When you’re putting together a puzzle of this magnitude, everybody’s going to have a different experience depending on where and how we decide to tackle the problem. After a brief tutorial chapter with each character, you’re free to bounce around between the 13 stories at your leisure, save for a handful of progression roadblocks where you need to get so far in another story or the combat scenarios in order to advance.
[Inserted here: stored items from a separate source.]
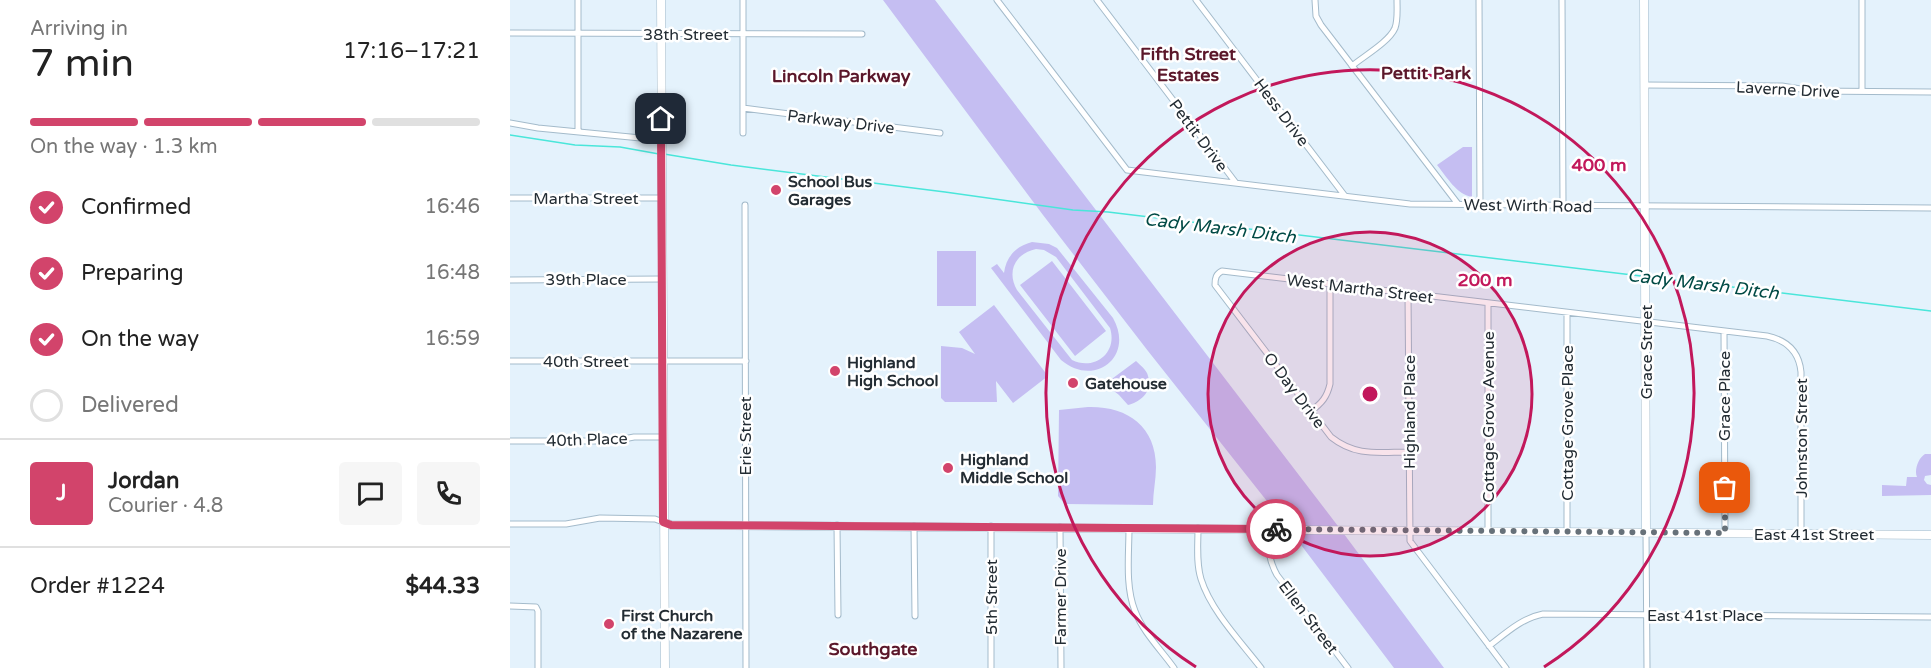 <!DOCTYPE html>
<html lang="en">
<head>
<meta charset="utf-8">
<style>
  body { margin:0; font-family:"Varela Round",sans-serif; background:#f6f6f6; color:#222; height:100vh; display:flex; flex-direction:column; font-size:22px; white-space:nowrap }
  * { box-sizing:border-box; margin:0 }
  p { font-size:20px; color:#767676 }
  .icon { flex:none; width:33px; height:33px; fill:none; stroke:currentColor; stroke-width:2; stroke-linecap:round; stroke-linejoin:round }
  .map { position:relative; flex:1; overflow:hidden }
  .drawer { display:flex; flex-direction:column; background:#fff; width:510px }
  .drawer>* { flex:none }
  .pin { position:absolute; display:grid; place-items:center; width:51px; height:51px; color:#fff; margin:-26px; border-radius:12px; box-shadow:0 3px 9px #0006 }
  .courier { position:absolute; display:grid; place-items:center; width:60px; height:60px; margin:-30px; border:4px solid #d2446b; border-radius:50%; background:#fff; color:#222; box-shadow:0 2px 8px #0007 }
  .summary em { font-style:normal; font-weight:600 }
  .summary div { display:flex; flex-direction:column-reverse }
  .summary { display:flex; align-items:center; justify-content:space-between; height:102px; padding:0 30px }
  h1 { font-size:39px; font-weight:600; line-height:45px }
  .bar { display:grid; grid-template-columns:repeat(4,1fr); gap:9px 6px; align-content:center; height:72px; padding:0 30px }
  .bar i { height:8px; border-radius:4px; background:#e0e0e0 }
  .bar .selected { background:#d2446b }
  .bar p { grid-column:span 4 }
  .line { display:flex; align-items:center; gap:15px; padding:0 30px; border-top:2px solid #e0e0e0 }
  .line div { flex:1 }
  .round { display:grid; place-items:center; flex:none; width:63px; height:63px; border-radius:6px; background:#f6f6f6 }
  ol { padding:0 30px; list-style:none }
  li { display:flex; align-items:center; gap:18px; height:66px }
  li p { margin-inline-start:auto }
  li .icon { padding:6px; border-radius:50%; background:#d2446b; color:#fff; stroke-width:4 }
  li:last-child { color:#767676 }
  li i { width:33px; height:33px; border:3px solid #e0e0e0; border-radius:50% }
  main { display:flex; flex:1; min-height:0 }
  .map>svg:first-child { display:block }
  .green { fill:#c5bef2; fill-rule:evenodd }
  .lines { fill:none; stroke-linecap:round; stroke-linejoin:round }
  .stream { stroke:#4ae6da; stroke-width:1.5 }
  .street-casing { stroke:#a4bbcb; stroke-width:7 }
  .secondary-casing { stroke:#a4bbcb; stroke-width:9 }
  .street { stroke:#fff; stroke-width:5 }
  .secondary { stroke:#fff; stroke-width:8 }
  .done { stroke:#677179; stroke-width:6; stroke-dasharray:0 10.8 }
  .route { stroke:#d2446b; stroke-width:8 }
  .ring { fill:none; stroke:#c2185b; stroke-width:3 }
  .poi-dot { fill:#d2446b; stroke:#fff; stroke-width:2 }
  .labels { text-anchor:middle; stroke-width:5; stroke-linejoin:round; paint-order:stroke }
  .street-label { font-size:16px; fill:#232c33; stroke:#fff }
  .poi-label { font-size:16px; font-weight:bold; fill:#232c33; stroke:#fff; text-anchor:start }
  .neighbourhood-label { font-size:18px; font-weight:bold; fill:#5b172a; stroke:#fff }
  .water-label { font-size:18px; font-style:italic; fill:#014a45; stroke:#fff }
  .centre { fill:#c2185b; stroke:#fff; stroke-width:3 }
  .ring-label { font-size:18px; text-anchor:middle; font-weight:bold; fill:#c2185b; stroke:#fff; stroke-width:5; stroke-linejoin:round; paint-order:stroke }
</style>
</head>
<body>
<main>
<section class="drawer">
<div class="summary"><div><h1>7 min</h1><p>Arriving in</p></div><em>17:16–17:21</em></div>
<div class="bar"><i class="selected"></i><i class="selected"></i><i class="selected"></i><i></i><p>On the way · 1.3 km</p></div>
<ol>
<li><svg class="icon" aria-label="check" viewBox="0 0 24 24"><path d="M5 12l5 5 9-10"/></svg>Confirmed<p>16:46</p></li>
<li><svg class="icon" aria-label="check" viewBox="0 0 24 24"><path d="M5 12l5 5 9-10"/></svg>Preparing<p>16:48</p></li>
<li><svg class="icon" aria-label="check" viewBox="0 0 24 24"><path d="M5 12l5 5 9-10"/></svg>On the way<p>16:59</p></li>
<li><i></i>Delivered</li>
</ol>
<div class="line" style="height:108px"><b class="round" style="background:#d2446b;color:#fff">J</b><div><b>Jordan</b><p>Courier · 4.8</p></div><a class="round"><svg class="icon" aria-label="chat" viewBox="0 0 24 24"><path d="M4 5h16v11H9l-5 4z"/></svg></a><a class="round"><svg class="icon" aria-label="phone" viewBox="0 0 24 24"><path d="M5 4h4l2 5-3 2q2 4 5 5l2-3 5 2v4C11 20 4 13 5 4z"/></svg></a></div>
<div class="line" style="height:78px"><div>Order #1224</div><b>$44.33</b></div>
</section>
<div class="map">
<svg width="1421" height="668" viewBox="0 0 1421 668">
  <rect width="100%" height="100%" fill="#e4f2fc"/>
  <path class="green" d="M373 0H425L831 530 934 668H884L779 529 638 351 533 215Z
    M953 147H962V197C946 194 937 177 927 165Z
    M522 242 539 244 547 248 603 318C625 357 584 388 551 360L481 268 487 264 494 273C496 257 506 246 522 242ZM526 249 534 250 546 257 600 328C608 353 584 371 562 360L507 290C496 271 506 253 526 249Z
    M427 251H466V306H427Z
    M542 261 596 331 565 356 510 285Z
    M484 305 538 376 503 403 486 381 487 402H435L431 398V346L452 348 465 354 449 332Z
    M626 361C630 365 637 370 638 376 643 391 631 402 618 405L609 395 595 384Z
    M578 407C617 406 646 426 646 467 646 480 643 492 643 505L555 504 548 496 549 410Z
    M1415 454H1421V475L1415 476 1414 480 1417 484 1421 485V495L1372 496V485L1396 486 1397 477H1407C1404 471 1408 458 1415 454Z"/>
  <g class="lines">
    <path class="stream" d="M0 135 65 145 110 147 149 154
      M154 154 221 165 435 192 563 210 598 212 1131 276
      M1139 277 1421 311"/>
    <g class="street-casing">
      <path id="street" d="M68 0V132
        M233 0V133
        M487 0 617 170 900 204 1421 208
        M587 0 726 183
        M686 0 835 196
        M805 0 806 16 811 25 948 204
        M969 0 970 204
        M1052 0 1053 205
        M1352 0V91
        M0 33 352 34
        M842 66C854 56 879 42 885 28 888 20 887 9 887 0
        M1135 85 1272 86 1303 91 1421 92
        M233 108 430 133
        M0 123 28 128 151 140
        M0 198H152
        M235 205 236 668
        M0 280 152 279
        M898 294 900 541 996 668
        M978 303V531
        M1057 313V532
        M1214 331 1215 533
        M0 361H236
        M801 411C812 403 817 397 820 384V284
        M0 441H103L124 437H153
        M899 452C869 452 846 457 821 437L705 285C705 278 706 274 712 271L1257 336C1276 340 1289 351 1291 372V534
        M0 524H56L90 518 145 519 153 522
        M327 525 328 615
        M404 526 405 616
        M481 526V668
        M550 527 551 668
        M619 528C619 554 615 586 625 611 633 632 651 650 664 668
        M688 528C688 545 686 563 691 579 701 611 731 642 751 668
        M758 529C758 546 758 559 767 575L838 668
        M1136 533 1137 668
        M0 606 26 607 28 611V668
        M979 646C996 633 1012 618 1033 614L1421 617"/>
    </g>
    <g class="secondary-casing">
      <path id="secondary" d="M151 0 155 668
        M1134 0 1136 533
        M153 522 161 525 1421 535"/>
    </g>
    <use href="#street" class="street"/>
    <use href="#secondary" class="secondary"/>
  </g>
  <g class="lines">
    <path class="done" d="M766 529 1215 533V488"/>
    <path class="route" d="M151 119 153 522 161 525 766 529"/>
  </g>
  <circle cx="860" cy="394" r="162" fill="#c2185b" fill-opacity=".12"/>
  <g class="ring">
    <circle cx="860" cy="394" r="162"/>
    <path d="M686 667A324 324 0 1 1 1034 667"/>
  </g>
  <g class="poi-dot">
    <circle cx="266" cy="190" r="6"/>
    <circle cx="325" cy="371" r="6"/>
    <circle cx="563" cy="383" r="6"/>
    <circle cx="438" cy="468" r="6"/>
    <circle cx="99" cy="624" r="6"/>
  </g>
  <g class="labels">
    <g class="street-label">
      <text x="176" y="40">38th Street</text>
      <text transform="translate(1278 89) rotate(3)" y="6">Laverne Drive</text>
      <text transform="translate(772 112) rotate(53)" y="6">Hess Drive</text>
      <text transform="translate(331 121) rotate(7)" y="6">Parkway Drive</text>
      <text transform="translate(689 135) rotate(53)" y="6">Pettit Drive</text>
      <text x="76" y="204">Martha Street</text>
      <text transform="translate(1018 205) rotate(1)" y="6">West Wirth Road</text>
      <text x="76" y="285">39th Place</text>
      <text transform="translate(850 288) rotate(7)" y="6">West Martha Street</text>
      <text transform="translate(1136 352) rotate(-90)" y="6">Grace Street</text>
      <text x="76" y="367">40th Street</text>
      <text transform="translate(785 390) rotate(53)" y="6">O Day Drive</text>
      <text transform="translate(1214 396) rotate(-90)" y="6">Grace Place</text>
      <text transform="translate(899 412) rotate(-90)" y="6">Highland Place</text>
      <text transform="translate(978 417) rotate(-90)" y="6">Cottage Grove Avenue</text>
      <text transform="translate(1057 423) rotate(-90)" y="6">Cottage Grove Place</text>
      <text transform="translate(235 436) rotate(-90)" y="6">Erie Street</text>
      <text transform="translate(1291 438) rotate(-90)" y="6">Johnston Street</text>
      <text transform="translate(77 439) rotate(-2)" y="6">40th Place</text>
      <text x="1304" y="540">East 41st Street</text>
      <text transform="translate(481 597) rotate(-90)" y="6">5th Street</text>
      <text transform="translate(550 597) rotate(-90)" y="6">Farmer Drive</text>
      <text x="1195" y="621">East 41st Place</text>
      <text transform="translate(799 617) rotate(53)" y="6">Ellen Street</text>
    </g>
    <g class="poi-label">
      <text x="278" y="187">School Bus<tspan x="278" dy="18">Garages</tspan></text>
      <text x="337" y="368">Highland<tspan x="337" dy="18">High School</tspan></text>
      <text x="575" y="389">Gatehouse</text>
      <text x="450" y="465">Highland<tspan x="450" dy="18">Middle School</tspan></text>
      <text x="111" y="621">First Church<tspan x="111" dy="18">of the Nazarene</tspan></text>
    </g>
    <g class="neighbourhood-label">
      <text x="678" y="60">Fifth Street<tspan x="678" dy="21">Estates</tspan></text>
      <text x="916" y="79">Pettit Park</text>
      <text x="331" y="82">Lincoln Parkway</text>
      <text x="363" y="655">Southgate</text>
    </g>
    <g class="water-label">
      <text transform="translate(710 228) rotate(7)" y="6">Cady Marsh Ditch</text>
      <text transform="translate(1193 284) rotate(7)" y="6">Cady Marsh Ditch</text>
    </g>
  </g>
  <circle cx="860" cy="394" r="9" class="centre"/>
  <g class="ring-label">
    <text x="1089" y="171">400 m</text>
    <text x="975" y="286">200 m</text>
  </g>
</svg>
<div class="pin" style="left:1215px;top:488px;background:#ea580c"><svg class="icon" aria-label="bag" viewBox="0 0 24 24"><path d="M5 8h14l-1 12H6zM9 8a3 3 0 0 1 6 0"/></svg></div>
<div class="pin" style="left:151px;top:119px;background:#1f2937"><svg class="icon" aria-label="home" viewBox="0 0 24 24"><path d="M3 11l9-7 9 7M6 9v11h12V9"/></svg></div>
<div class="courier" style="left:766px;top:529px"><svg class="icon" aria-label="bike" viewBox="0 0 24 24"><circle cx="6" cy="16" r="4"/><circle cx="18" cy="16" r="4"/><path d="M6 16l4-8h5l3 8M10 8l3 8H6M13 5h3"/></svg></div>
</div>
</main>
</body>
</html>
I was constantly rotating through the roster, making a small bit of progress on one story before moving on to the next. But if I wanted to focus on a single character, I could just as easily do that. And in that way, the experience of putting the puzzle together differs for everybody. One minute I’m track star Natsuno Minami, who finds an E.T.-like alien robot and needs to protect it from enigmatic Men in Black. Next, I’m Ryoko Shinonome, constantly taking some strange and dangerous medication while attempting to piece together her fragmented past. Then I might be Takatoshi Hijiyama, a Japanese soldier during World War II who suddenly finds himself transported to the ‘80s. This just scratches the surface of the 13 stories, all of which end up intersecting in ingenious ways.
But as far out as the story gets, 13 Sentinels always keeps you grounded thanks to a fantastic set of core characters. Each of the teenage pilots that you walk in the shoes of has their own genuine hopes, fears, ambitions, and neat little quirks. No matter how strange of a web the overall story may become, the wonderful students keep its heart beating strong. Slowly discovering their backstories, their fates, and how they all intertwine with one another is consistently rewarding.
But at the same time, even the mundane events you’ll experience, from arguing over where to grab dinner, to geeking out over the sci-fi movie that was on TV last night, add to the overall tone and destiny of the world. It’s all topped off with excellent voice acting all around, no matter if you play it in English or in Japanese with subtitles.
Within the opening minutes of 13 Sentinels: Aegis Rim, I was absolutely entranced by its spell and how its narrative revelations kept me guessing. From seeing the same event from multiple perspectives a la Akira Kurosawa’s Rashomon, to having new knowledge add an entirely different weight and context to interactions that you thought you had a firm grasp on, you’re constantly rewarded for staying on your toes.
Thankfully the game keeps track of all of the characters, settings, and events you experience via the Analysis mode, which acts as an evolving glossary and timeline that can be sorted by each character or by overall chronology. I found myself revisiting this database every few hours as a way of not only studying all that I’d learned, but also helping reinforce how everything fits together. Aside from this, 13 Sentinels: Aegis Rim is also one of those games I took copious physical notes during. Like with recent mind-benders Outer Wilds, Telling Lies, and Return of the Obra Dinn, I had built an It’s Always Sunny in Philadelphia conspiracy board by the end of the game.
The biggest compliment that I can pay Vanillaware’s game is that it nails both the macro and the micro of its wildly ambitious story. Whether it’s two characters taking a quiet stroll through a park, or a 2001: A Space Odyssey-style journey across the vast reaches of time and space, 13 Sentinels: Aegis Rim delivers one of 2020’s absolute best video game stories, and one that I’ll be thinking about for years to come.